Exercise brief - Could you show each line of the records that contains the word "halo"?

━━━━━ Data section

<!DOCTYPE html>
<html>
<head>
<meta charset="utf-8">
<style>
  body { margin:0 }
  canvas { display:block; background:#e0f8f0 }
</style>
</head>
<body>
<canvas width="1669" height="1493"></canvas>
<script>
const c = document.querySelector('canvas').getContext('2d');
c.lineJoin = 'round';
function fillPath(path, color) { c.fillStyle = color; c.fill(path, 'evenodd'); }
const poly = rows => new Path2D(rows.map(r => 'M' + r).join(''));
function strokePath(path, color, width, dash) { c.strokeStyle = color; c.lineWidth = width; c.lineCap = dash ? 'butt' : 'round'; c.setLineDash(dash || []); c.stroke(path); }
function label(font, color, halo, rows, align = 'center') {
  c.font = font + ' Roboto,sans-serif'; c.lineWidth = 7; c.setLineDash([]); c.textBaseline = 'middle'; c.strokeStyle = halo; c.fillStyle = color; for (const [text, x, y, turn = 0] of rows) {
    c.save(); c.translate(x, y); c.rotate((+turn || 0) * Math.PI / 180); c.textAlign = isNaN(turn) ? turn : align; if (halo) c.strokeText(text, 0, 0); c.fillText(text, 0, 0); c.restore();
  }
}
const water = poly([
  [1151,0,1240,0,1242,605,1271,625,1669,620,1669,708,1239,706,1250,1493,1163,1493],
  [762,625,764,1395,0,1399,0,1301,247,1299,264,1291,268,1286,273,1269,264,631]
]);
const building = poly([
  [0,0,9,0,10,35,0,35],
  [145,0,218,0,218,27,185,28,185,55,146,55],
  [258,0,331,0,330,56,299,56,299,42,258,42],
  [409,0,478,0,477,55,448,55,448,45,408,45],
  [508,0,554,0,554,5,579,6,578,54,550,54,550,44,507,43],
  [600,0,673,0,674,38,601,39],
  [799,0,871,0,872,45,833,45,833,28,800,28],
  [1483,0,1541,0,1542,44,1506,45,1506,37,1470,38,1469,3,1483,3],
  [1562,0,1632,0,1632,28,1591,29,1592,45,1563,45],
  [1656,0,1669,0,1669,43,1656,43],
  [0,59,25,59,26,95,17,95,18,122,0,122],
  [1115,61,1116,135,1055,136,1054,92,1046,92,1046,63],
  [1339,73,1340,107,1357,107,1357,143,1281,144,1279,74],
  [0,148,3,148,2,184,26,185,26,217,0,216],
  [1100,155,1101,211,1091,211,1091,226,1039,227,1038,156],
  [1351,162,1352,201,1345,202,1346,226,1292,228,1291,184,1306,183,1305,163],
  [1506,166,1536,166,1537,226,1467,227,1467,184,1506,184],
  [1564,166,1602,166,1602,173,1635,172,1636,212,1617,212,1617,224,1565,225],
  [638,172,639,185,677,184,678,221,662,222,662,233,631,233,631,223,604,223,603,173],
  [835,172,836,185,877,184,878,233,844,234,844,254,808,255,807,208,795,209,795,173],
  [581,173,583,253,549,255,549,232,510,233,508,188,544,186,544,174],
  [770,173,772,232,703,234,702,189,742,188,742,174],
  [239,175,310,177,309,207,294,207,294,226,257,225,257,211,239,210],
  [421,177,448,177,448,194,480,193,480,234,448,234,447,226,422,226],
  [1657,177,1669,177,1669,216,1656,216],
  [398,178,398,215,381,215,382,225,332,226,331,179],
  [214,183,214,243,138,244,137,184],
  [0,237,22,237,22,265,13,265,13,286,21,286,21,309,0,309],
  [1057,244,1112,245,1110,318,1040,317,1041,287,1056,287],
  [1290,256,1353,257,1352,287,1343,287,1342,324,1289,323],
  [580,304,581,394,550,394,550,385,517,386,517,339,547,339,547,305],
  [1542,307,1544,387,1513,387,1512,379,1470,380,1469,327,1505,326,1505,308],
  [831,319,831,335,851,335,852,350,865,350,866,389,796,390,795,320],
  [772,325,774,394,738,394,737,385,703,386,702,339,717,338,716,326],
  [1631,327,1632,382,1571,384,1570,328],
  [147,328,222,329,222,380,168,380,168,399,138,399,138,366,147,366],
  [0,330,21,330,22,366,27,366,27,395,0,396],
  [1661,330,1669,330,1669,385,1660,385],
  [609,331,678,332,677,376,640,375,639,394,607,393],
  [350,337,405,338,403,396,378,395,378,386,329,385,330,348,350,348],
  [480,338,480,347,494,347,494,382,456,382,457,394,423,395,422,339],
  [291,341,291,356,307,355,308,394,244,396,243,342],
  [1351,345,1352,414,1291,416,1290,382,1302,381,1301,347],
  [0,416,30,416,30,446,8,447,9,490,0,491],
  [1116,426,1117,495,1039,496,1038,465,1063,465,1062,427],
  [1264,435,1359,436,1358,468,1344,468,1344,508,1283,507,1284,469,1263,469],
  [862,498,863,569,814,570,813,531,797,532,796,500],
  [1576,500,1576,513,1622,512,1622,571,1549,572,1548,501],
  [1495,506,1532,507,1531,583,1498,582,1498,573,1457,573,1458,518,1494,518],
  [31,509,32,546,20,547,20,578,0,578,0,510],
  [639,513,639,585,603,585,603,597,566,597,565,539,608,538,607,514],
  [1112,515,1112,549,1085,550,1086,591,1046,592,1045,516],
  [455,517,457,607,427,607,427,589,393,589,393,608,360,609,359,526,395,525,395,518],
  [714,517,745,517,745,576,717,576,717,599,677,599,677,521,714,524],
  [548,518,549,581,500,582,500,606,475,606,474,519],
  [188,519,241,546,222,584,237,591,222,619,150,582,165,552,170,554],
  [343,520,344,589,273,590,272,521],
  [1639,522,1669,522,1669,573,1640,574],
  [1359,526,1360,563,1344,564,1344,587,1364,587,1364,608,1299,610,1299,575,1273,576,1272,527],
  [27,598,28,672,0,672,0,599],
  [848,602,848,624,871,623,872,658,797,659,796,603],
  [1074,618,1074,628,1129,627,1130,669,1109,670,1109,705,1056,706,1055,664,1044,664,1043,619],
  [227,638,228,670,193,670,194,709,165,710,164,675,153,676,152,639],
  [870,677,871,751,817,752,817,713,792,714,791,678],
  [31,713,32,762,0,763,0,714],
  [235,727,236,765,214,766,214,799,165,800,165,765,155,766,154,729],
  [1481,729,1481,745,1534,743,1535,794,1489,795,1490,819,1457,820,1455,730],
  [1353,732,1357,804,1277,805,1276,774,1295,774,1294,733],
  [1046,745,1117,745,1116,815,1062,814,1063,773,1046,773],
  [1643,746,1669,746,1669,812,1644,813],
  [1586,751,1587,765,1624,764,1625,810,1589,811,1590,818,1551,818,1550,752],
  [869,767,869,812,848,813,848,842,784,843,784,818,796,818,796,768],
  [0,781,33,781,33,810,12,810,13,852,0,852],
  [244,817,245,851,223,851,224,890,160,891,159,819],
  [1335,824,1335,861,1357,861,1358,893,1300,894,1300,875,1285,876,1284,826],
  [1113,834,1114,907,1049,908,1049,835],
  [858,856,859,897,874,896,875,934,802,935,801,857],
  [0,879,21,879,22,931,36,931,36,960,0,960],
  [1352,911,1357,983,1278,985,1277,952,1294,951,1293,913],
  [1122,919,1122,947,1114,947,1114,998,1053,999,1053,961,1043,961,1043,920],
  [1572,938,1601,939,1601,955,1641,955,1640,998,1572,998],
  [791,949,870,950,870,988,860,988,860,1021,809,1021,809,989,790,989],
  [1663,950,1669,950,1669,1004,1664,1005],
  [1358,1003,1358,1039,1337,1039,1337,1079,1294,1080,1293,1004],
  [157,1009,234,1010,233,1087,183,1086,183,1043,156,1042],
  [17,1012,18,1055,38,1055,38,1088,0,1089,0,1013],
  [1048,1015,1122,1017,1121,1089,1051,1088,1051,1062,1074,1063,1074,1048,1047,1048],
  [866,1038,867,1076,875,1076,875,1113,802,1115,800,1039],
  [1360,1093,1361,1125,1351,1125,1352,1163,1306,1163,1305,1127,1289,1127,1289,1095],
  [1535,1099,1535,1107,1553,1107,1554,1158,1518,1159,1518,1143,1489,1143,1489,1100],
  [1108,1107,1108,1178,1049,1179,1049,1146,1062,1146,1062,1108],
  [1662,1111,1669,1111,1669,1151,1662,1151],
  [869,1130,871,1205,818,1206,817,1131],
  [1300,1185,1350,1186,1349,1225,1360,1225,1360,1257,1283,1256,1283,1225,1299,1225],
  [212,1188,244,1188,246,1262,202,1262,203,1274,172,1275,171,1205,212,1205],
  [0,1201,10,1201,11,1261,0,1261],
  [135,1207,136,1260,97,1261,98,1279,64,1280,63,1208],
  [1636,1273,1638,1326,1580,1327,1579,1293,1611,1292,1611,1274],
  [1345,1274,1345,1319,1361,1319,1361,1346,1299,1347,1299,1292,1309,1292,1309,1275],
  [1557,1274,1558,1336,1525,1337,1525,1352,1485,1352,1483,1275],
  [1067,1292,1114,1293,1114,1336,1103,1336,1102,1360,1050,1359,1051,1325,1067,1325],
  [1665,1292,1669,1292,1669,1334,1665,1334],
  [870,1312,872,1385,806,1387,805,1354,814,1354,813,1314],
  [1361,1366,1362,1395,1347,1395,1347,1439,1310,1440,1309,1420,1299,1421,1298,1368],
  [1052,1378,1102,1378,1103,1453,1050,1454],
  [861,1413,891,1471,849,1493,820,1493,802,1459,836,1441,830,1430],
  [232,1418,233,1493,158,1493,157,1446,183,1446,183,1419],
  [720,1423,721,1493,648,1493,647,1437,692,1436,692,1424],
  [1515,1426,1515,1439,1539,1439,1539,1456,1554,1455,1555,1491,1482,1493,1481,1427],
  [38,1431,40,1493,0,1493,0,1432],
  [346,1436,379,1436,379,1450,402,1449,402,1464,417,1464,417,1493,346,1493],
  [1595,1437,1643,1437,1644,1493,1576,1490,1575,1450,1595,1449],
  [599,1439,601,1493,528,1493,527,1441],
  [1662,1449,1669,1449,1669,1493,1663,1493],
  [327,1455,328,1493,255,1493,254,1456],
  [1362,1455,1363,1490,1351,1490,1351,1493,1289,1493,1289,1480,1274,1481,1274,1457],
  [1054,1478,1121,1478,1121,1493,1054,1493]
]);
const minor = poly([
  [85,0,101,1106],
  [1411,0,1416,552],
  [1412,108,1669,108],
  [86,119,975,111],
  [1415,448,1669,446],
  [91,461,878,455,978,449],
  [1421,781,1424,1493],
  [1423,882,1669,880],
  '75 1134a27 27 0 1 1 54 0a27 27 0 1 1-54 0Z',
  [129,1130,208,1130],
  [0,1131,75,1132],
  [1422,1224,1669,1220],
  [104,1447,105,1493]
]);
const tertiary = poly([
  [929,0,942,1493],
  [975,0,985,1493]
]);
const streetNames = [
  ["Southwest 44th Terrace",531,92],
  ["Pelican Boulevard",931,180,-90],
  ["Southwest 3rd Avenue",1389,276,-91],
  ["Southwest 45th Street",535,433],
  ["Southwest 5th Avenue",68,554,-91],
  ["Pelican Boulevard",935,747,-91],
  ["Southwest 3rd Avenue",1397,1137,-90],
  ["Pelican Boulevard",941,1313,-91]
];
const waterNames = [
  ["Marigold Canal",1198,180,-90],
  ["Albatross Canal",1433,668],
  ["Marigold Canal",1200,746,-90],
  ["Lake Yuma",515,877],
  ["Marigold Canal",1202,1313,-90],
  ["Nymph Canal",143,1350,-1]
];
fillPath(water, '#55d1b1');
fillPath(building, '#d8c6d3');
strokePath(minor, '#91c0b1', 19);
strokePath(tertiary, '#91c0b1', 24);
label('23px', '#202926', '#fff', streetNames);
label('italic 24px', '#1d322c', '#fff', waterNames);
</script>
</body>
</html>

━━━━━━━━━━

Answer section -
function label(font, color, halo, rows, align = 'center') {
  c.font = font + ' Roboto,sans-serif'; c.lineWidth = 7; c.setLineDash([]); c.textBaseline = 'middle'; c.strokeStyle = halo; c.fillStyle = color; for (const [text, x, y, turn = 0] of rows) {
    c.save(); c.translate(x, y); c.rotate((+turn || 0) * Math.PI / 180); c.textAlign = isNaN(turn) ? turn : align; if (halo) c.strokeText(text, 0, 0); c.fillText(text, 0, 0); c.restore();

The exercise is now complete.